This is why I prefer tabs for indentation. I get to see 4 spaces, the blue haired frontend kid gets to see 2 spaces, and Linus gets to see 8. Everybody's happy.
It's fine as long as you don't use tabs for visual alignment. Especially C projects tend to do this, and/or have a weird mix of tabs and spaces (e.g. indent by four spaces, but all eight spaces are tabs). That's just silly.
But if you just always indent by n tabs, and align with spaces for visual alignment, then it's not a problem. This is what e.g. gofmt does.
The problem with tabs is that you can't really do alignment with them, unless you have elastic tabs (which are pretty much nowhere). I love the idea of tabs for indentation and spaces for alignment, but even bringing up the idea of using both gets one branded a heretic, so that's out. Which pretty much leaves only spaces if you want to allow for alignment.
I'm really sceptical of the idea of mixing two different invisible characters in the same file, which is why the tabs+spaces idea makes me feel slightly icky. But another option is just not using alignment spaces at all - if you want to align two parameters/statements/etc, you always split them onto their own lines and use indents directly instead of alignment.
I tend to agree that you shouldn't be "aligning" things with spaces anyway. If nothing else, it causes diff pollution when the length of a line changes and you have to add or delete spaces to adjacent lines to keep things even, even though no semantic change to those lines has occurred.
However, regarding "mixing two different invisible characters in the same file" - you can, and should, configure your text editor to display tabs in a visually distinct way from spaces. Kate (my favorite) shows them as chevrons. Geany and Notepad++ show them as arrows. Not only does this make it easier to scan vertically along an indentation level, but doing so also makes it glaringly obvious if a pesky space has snuck in, resulting in a jarring misalignment.
> If nothing else, it causes diff pollution when the length of a line changes and you have to add or delete spaces to adjacent lines to keep things even, even though no semantic change to those lines has occurred.
While I agree with this in general, I find making the code nicer to read to be more important that avoiding diff pollution. Especially when that diff pollution can be avoided with a simple "ignore whitespace" in most cases.
I get that if I'm truly mixing one and the other, but if I'm consistently using tabs for indentation, I mostly want them to be invisible - I don't want visual noise on every line. I guess if the syntax highlighting makes them subtle enough it could work, but I think that sort of visual distinction only really works if the visually distinct character only rarely shows up.
For the SQL case, you can just use a different formatting that puts aligned items into blocks, something like:
SELECT
this_column,
that_column
FROM tablename
WHERE
this_column = 1
AND that_column IS NOT NULL
(The AND token could go either where it is, or at the end of the previous line, depending on your preferences - I prefer the clarity of putting the operator first here over the alignment of the column names, but I can see both sides.)

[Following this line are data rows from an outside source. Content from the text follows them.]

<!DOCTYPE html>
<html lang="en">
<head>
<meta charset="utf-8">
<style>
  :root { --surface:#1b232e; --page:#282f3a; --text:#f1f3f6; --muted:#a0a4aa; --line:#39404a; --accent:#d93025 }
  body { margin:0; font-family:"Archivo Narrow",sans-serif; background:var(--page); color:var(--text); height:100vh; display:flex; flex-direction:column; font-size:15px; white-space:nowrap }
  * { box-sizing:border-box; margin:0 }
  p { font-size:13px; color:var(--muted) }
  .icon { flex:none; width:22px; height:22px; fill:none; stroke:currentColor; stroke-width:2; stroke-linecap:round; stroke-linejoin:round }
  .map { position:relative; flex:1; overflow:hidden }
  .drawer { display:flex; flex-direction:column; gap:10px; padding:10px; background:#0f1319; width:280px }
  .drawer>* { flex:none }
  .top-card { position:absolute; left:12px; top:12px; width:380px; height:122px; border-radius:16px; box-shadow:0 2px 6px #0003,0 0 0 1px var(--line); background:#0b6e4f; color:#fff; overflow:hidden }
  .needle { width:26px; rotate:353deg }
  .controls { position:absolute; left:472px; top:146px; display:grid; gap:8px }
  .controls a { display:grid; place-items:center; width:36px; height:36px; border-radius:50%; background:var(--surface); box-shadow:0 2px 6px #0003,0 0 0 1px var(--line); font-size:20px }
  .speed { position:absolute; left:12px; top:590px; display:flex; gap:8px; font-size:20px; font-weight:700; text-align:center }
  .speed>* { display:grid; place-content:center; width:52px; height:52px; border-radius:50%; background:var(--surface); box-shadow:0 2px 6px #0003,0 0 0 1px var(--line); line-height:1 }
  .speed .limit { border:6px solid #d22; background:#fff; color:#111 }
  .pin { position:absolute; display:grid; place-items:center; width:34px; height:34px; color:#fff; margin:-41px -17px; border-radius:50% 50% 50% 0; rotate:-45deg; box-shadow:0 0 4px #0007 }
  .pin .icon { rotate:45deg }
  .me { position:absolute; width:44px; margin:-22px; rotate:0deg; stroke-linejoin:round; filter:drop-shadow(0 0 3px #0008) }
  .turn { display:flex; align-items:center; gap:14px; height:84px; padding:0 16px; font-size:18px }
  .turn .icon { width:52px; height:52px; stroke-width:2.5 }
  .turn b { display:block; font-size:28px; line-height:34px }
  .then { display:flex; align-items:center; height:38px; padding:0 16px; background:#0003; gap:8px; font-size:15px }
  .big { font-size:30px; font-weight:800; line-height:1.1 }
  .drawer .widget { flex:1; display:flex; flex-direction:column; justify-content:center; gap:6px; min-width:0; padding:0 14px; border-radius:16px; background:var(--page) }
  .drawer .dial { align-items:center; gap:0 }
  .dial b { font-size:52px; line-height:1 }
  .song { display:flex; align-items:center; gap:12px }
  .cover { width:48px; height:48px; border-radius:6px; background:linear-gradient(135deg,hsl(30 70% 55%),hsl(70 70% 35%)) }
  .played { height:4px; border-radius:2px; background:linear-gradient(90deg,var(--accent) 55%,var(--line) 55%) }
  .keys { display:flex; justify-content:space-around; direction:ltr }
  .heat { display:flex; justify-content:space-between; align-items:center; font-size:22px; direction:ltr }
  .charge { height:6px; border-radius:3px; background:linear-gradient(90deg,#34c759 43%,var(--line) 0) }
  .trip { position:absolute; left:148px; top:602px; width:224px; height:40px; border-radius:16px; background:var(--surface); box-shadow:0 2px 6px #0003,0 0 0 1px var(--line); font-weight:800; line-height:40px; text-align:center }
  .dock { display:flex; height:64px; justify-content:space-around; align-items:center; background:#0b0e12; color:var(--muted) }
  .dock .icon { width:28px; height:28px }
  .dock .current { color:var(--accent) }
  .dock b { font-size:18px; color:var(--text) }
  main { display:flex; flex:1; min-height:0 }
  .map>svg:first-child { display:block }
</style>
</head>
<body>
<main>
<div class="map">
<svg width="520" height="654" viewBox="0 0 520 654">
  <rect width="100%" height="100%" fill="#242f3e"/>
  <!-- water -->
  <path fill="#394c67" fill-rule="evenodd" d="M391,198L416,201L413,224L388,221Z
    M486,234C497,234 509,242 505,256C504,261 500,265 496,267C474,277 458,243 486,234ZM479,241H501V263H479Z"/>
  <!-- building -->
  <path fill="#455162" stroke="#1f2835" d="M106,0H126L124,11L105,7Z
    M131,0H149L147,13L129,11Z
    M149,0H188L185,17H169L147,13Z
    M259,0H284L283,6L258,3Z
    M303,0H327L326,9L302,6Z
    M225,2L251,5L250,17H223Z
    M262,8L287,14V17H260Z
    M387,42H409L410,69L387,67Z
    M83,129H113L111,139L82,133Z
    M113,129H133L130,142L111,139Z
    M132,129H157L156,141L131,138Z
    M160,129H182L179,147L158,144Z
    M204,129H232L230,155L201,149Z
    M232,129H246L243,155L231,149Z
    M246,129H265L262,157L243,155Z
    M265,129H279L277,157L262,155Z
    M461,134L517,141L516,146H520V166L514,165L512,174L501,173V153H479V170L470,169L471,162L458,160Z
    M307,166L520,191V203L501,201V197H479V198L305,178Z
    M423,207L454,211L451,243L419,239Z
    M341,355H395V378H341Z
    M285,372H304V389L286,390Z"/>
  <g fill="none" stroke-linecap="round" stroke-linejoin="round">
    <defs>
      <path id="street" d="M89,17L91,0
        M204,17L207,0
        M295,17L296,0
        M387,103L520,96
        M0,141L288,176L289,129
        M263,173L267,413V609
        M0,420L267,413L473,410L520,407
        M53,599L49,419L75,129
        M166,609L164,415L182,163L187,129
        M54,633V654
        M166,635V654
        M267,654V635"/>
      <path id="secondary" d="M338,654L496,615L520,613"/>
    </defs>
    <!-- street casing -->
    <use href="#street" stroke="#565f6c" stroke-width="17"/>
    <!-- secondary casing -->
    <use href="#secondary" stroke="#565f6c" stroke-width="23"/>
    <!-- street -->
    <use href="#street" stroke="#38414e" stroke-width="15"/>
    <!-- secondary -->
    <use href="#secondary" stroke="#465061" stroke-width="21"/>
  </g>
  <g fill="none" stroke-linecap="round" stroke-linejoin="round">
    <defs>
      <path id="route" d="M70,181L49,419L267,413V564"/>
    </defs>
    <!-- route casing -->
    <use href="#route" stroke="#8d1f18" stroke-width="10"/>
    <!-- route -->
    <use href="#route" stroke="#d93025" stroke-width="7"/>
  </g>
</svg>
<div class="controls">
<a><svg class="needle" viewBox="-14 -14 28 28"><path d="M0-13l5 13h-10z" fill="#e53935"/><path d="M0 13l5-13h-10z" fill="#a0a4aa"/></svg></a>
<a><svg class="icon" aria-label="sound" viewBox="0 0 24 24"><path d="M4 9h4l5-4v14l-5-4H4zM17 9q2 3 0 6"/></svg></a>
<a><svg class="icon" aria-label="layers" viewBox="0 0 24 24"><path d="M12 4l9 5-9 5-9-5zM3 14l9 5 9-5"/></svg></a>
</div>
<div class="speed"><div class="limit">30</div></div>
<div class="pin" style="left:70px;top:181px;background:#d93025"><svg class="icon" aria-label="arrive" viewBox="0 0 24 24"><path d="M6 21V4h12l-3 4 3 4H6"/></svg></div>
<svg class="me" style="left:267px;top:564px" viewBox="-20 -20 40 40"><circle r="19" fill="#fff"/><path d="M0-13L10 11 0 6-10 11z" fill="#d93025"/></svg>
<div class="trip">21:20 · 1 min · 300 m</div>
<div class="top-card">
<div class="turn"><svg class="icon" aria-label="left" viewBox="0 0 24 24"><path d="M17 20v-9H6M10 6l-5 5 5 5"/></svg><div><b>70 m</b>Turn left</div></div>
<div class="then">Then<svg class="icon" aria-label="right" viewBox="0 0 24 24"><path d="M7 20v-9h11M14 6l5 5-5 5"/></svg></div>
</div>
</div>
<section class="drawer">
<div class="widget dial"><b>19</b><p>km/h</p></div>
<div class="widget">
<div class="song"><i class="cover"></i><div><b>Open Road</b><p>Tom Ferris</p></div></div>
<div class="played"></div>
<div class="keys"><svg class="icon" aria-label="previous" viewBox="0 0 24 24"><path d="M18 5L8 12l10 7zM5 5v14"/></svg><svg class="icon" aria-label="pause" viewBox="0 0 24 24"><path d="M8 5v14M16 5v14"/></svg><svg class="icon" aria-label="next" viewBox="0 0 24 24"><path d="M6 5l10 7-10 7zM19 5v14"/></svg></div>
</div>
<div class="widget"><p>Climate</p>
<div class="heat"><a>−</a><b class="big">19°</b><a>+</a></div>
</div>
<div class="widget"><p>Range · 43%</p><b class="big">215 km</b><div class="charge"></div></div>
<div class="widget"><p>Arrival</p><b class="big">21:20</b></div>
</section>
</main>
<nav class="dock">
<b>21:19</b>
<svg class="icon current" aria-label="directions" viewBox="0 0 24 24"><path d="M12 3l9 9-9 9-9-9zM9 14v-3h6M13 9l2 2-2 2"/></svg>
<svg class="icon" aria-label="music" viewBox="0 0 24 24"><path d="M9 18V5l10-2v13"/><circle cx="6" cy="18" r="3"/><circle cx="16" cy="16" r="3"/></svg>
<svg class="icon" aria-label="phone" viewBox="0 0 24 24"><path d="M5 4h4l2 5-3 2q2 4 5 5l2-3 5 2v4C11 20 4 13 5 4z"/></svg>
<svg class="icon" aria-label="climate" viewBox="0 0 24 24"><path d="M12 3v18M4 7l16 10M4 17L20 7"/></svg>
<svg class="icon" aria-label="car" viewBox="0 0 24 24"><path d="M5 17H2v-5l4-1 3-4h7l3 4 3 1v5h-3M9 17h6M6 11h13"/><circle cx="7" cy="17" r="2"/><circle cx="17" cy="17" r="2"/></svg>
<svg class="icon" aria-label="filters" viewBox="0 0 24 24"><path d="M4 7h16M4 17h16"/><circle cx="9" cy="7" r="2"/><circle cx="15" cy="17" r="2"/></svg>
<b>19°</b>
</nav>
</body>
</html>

It might not be your preference, but that's always going to be the case with formatting.
With the comments, that's a good point. I'd generally prefer to use double comments for anything that spans multiple lines, but if you're creating a formatter you need to handle any syntax thrown your way. You could try formatting it without the leading space, but that would be very unusual, or keep the leading space and have it as the one exception to the rule. Or just not format comments, I guess.
If you can also get your colleagues to do things like putting their `&&` style logical operators on new lines, then tabs for indents works really well.
(This isn't the best example of what I'm getting at, but it's easy to grasp. A stronger example would be the use of ternary operators with multiple lines of JSX. There are many "micro-syntaxes" or "micro-layouts" that help readability and form common patterns in code bases which don't play well with tabs-for-indents, so when you use tabs, you have to train your team to develop and accept novel versions of these "micro-layouts".)